The Eclipse windmill was one of the more successful designs of windmill used to pump water in the nineteenth century United States. It was invented by Leonard Wheeler, a Presbyterian minister who was working among the Ojibwe on the south shore of Lake Superior. Wheeler perfected the device on his missionary homestead over nearly two decades, unknown to the larger technological world. In 1866 health issues forced him to move to Beloit, Wisconsin, then a bustling industrial city, where he was persuaded to patent the basic function of the device. Although Wheeler died before he could witness the success of his invention, his sons carried on the legacy. Some of the companies that succeeded the original Eclipse Windmill Company remain viable in the 21st century.
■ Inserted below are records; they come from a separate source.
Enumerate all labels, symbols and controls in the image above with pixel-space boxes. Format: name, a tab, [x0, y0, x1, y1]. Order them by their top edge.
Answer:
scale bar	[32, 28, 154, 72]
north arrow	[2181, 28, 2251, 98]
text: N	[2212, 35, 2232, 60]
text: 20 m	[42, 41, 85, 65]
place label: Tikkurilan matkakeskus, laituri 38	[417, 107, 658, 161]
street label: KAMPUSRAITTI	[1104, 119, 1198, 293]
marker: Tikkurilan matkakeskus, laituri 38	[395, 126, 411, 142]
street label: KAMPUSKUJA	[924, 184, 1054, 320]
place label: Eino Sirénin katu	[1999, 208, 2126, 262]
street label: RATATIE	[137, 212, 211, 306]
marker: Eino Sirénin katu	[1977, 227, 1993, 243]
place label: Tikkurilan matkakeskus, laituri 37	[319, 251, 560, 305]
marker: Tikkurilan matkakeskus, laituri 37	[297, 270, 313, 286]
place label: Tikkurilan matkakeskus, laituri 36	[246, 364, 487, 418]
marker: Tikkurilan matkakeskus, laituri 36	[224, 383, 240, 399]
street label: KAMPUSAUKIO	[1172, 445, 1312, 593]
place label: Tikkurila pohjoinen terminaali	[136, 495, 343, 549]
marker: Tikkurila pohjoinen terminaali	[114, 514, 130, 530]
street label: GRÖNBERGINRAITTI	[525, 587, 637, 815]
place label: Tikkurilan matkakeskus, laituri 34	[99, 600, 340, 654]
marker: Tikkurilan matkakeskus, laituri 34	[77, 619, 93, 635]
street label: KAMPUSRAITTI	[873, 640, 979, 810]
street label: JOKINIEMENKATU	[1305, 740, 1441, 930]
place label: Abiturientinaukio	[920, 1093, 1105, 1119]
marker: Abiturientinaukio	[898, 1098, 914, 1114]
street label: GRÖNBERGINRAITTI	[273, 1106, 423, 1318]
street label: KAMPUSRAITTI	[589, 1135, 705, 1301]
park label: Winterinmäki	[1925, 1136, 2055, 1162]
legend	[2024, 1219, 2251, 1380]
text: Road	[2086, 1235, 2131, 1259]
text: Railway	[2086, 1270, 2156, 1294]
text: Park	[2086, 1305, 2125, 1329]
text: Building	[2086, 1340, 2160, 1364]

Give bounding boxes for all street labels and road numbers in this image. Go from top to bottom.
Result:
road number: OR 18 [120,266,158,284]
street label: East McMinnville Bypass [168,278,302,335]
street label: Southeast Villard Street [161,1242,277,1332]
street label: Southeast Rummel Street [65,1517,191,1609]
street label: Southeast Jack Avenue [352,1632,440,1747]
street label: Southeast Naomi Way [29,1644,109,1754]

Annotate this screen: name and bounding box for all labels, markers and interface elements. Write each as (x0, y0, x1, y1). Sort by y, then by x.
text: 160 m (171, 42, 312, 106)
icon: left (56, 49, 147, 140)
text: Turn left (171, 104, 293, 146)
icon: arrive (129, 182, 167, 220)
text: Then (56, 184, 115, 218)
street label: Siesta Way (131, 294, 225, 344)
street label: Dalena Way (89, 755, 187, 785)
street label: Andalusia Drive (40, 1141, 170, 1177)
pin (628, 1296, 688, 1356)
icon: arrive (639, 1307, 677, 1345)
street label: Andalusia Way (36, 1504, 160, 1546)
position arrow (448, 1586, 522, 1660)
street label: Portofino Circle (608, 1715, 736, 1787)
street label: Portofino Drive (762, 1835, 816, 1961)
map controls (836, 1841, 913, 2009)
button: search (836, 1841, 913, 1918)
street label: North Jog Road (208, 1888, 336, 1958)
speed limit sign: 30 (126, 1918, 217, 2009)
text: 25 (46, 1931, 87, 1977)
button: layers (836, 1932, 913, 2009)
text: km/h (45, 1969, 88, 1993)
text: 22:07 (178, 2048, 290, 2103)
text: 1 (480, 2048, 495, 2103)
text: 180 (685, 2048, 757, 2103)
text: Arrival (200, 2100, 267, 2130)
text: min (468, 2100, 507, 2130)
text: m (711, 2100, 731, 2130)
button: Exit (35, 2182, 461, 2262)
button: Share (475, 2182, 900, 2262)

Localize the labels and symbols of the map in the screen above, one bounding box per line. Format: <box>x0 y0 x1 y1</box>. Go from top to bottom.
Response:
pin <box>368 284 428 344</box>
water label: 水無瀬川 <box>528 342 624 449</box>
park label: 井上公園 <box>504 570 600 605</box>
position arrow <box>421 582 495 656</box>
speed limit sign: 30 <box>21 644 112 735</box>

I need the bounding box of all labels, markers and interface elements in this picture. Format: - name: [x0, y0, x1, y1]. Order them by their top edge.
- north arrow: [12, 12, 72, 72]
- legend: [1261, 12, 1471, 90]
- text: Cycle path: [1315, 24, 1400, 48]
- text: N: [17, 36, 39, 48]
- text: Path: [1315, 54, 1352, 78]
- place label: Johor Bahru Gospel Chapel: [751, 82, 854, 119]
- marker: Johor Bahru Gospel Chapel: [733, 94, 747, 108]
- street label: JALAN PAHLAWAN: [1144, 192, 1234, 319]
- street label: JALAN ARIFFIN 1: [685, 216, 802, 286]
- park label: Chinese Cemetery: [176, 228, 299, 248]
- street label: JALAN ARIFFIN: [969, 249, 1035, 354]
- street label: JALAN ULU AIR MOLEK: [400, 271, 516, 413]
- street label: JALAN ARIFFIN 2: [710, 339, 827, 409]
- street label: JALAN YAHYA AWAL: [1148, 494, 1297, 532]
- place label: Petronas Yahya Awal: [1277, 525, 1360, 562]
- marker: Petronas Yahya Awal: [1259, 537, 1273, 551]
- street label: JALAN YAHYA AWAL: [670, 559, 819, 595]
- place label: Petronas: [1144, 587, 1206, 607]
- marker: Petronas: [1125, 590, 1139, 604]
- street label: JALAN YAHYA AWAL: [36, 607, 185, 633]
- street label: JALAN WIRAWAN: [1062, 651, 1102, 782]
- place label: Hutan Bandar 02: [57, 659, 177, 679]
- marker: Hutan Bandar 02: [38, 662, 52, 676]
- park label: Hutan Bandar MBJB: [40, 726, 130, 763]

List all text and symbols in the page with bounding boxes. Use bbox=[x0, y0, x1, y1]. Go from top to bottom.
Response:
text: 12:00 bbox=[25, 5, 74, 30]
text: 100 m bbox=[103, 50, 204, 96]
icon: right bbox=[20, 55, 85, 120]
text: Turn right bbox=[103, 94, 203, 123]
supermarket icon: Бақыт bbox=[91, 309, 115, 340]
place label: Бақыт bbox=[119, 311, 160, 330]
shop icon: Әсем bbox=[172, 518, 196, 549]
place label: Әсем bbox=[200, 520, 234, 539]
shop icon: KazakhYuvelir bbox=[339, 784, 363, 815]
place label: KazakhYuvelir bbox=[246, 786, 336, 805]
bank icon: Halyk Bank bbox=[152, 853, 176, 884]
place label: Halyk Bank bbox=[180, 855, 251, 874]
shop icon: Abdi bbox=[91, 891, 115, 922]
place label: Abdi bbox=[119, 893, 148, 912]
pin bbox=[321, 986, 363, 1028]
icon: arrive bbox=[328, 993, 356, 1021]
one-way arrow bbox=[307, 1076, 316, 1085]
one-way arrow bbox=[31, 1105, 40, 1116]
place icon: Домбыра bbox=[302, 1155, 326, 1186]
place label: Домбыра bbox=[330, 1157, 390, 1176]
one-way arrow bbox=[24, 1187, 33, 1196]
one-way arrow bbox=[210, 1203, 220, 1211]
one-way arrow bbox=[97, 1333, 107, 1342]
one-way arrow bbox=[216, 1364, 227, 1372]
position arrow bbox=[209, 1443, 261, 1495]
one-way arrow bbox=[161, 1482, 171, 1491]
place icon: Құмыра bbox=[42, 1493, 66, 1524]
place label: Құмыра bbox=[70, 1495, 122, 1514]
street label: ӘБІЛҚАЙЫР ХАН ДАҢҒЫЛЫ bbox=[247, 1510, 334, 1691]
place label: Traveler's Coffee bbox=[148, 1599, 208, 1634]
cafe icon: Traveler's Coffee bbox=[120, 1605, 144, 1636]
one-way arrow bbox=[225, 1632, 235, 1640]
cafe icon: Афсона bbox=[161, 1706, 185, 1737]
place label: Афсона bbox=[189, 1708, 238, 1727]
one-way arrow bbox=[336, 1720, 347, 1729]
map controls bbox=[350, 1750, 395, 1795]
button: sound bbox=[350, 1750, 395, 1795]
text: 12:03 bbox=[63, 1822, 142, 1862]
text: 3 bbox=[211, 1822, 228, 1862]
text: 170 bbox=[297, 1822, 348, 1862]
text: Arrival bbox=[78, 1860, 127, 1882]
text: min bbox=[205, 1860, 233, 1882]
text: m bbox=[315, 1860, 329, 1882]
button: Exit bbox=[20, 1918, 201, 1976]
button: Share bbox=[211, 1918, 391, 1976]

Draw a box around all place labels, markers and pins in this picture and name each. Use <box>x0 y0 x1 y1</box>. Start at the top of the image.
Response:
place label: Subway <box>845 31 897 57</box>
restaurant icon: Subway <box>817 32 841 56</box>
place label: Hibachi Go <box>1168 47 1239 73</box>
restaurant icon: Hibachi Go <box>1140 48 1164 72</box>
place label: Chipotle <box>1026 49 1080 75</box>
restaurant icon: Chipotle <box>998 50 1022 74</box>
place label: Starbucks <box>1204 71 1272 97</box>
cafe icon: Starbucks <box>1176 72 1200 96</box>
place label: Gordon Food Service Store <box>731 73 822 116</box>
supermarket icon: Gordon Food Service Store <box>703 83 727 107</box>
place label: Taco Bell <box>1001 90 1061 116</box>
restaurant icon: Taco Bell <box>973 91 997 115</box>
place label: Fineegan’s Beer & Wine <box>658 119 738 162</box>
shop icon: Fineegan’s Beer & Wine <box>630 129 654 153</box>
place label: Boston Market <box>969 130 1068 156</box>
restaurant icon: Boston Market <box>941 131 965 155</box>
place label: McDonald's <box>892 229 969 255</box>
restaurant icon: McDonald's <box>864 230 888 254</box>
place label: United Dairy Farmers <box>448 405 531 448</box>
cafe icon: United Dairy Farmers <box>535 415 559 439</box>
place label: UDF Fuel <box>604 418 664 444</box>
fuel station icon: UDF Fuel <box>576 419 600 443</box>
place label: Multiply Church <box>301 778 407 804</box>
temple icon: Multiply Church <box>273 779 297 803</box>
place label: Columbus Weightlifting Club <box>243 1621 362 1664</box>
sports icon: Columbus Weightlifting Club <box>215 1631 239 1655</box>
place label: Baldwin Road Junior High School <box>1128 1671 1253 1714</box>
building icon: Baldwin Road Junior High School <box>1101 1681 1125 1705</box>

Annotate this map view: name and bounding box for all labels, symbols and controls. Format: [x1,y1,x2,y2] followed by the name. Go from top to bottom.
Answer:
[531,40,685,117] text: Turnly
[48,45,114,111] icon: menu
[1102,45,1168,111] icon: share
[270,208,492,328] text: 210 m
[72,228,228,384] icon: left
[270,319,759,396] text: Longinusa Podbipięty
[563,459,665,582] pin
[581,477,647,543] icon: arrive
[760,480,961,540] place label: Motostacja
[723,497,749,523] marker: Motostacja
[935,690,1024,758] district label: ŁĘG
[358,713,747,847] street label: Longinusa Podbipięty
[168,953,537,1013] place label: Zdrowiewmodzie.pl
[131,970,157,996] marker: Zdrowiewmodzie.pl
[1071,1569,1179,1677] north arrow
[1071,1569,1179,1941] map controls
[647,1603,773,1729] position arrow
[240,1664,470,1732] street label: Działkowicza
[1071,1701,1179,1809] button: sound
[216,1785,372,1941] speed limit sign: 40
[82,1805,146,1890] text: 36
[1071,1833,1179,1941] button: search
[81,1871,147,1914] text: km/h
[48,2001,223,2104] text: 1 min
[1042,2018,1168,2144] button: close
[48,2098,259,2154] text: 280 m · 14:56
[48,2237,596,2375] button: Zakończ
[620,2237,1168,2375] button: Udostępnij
Leonard Hemenway Wheeler was born in Shrewsbury, Massachusetts, on April 18, 1811. His mother died when he was one month old. He was raised by his father and an aunt in Bridport, Vermont. He attended college at Middlebury College, where he graduated in 1837, and Andover Theological Seminary, where he graduated in 1840. Around this time he met and married Harriet Wood, similarly devout in her religious beliefs. Since Leonard was already committed to missionary work among the Ojibwe, the couple soon found themselves setting up a household at La Pointe, Wisconsin on Madeline Island in Wisconsin Territory.

Wheeler eventually became committed to the notion of helping the Ojibwe learn the agricultural skills needed to sustain themselves, especially since the fur trade, upon which they had been economically dependent for several generations, was declining dramatically. The island was not conducive to farming, so Wheeler moved to the mainland, and established a home and mission, naming it Odanah, the Ojibwe word for village. Many Ojibwe (there were around 1000 in the Chequamegon Bay region) were already semi-permanent residents of that location, because of wild rice fields at the mouth of the Bad River. The Ojibwe name of the location was Kietiganing.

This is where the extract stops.